Und gleich noch mal Detroit. Von dort sind zwei Drittel von Today Is The Day nach Nashville umgezogen, was sie allerdings nicht daran hinderte, als wieder vollständiges Trio einen sehr großstädtischen Lärm zu machen, der nicht mal im entferntesten was mit ihrem Wohnsitz zu tun hat. Der Vorteil, den das Trio am Leben in Nashville sieht, ist vor allem der, gar nicht in die Gefahr zu kommen, irgendeiner Szene zugerechnet zu werden. Und wenn selbst die eigenen Freunde meinen, man solle doch bitte nicht so laut spielen, schweißt das zusätzlich zusammen. So reihen sich Today Is The Day ohne Probleme in die konsequentesten Noise- Versuche der letzten Zeit (z.B. Unsane) ein und lassen die New Yorker Szene aussehen wie alte Herrschaften.

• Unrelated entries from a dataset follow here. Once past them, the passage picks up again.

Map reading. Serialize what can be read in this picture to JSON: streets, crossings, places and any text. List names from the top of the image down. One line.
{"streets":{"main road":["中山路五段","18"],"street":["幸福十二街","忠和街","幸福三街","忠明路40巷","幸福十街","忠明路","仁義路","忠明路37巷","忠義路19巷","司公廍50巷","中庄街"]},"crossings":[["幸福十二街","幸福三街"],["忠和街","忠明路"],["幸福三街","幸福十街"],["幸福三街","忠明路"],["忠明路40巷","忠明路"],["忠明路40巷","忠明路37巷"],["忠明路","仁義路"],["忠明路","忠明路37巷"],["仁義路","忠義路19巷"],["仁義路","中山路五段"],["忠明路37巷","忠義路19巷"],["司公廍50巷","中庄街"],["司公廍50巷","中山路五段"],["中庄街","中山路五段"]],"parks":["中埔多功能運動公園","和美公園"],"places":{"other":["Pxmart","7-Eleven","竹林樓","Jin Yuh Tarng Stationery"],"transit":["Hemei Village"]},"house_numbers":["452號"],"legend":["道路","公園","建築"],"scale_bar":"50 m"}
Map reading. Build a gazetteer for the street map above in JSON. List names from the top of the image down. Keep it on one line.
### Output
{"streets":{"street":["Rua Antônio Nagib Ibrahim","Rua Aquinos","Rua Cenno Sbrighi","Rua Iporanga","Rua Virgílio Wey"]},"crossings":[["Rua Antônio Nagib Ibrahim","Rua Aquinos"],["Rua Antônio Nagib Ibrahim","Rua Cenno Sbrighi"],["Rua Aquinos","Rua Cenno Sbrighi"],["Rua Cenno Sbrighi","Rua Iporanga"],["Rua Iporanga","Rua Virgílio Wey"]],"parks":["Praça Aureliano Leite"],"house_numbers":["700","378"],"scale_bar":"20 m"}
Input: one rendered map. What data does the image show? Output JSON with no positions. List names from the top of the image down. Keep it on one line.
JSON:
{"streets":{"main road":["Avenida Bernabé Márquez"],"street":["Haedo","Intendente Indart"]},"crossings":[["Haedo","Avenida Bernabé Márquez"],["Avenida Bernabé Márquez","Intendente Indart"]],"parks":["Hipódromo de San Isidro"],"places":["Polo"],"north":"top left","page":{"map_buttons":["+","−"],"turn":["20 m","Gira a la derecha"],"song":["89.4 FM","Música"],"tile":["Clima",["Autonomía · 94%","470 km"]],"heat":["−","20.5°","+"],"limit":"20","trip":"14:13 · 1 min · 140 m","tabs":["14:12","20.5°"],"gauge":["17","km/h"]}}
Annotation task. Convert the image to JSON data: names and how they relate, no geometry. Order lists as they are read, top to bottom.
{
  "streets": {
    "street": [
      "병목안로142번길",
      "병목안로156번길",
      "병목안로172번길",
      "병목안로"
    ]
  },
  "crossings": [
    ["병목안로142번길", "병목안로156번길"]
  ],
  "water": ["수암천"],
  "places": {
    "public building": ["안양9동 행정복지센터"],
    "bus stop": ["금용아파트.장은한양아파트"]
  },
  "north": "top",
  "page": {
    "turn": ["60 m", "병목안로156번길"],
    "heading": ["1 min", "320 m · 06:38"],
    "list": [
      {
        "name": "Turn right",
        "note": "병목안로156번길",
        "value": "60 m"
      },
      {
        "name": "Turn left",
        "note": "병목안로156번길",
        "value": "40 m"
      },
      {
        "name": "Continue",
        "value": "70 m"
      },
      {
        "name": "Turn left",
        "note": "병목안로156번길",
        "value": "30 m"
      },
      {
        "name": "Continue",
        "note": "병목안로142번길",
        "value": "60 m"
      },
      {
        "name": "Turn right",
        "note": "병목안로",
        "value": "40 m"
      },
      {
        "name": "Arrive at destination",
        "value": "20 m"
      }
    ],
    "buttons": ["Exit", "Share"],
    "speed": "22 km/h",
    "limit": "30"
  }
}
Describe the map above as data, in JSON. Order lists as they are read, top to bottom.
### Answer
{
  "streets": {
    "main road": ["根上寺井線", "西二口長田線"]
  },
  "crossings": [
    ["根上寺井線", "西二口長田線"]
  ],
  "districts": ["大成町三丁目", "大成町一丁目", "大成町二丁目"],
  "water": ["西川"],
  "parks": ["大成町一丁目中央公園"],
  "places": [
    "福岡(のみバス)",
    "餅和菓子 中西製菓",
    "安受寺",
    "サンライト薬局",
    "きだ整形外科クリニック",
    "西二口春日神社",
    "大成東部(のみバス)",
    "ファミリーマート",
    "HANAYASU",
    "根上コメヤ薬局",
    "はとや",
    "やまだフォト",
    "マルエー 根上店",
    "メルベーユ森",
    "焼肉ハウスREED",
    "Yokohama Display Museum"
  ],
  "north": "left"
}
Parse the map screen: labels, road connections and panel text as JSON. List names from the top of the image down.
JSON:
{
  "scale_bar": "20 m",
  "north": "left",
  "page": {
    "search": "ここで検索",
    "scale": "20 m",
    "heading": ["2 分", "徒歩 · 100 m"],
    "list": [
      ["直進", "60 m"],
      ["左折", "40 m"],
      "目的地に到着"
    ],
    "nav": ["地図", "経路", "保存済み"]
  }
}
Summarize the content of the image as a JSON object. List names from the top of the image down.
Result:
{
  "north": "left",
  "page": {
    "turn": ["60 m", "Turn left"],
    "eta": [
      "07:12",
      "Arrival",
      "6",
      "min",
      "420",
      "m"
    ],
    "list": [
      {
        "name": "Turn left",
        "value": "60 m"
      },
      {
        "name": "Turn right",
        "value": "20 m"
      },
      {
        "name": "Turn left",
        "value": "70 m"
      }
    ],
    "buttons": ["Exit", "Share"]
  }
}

Mit Splitter am 13.2. um 21 Uhr im Huxley's Junior

So was Unbedarftes gab es schon lange nicht mehr. Da spielen vier Jungs aus Berlin einfach wie die frühen Toten Hosen etwa zu „Opel Gang“-Zeiten. Bei Frau Rauscher gibt es gemütliche Punkgitarren, Refrain- Chöre, Texte mit Reimzwang und einem Hauch Sozialkritik – es ist alles da. Sehr sympathisch, wenn auch hoffnungslos altmodisch.

Am 15.2., 21 Uhr, Knaack, Greifswalder Straße 224, Prenzlauer Berg, am 17.2., 21 Uhr, Tommy Weißbecker Haus, Wilhelmstraße 9, Kreuzberg, und am 24.2., 22 Uhr, Niagara, Gneisenaustraße 58, Kreuzberg

Wer mal entspannt das Tanzbein schwingen möchte, hat die beste Gelegenheit dazu bei Mondo Grosso. Das Projekt aus Tokio um den Saxophonisten Masato Nakamura spielt einen zwar schweißtreibenden, aber hocheleganten Club Jazz. Und wenn die Japaner was machen, dann machen sie es richtig, also integrieren Mondo Grosso über Soul-Hooklines bis zu rasanter Perkussion alles unter ihrem reibungslosen Rhythmusgeflecht. Die Maschine läuft auch dann noch wie geschmiert, wenn Nakamura zu seinen Soli ansetzt, die er dank der Zirkular-Atemtechnik endlos ausdehnen kann.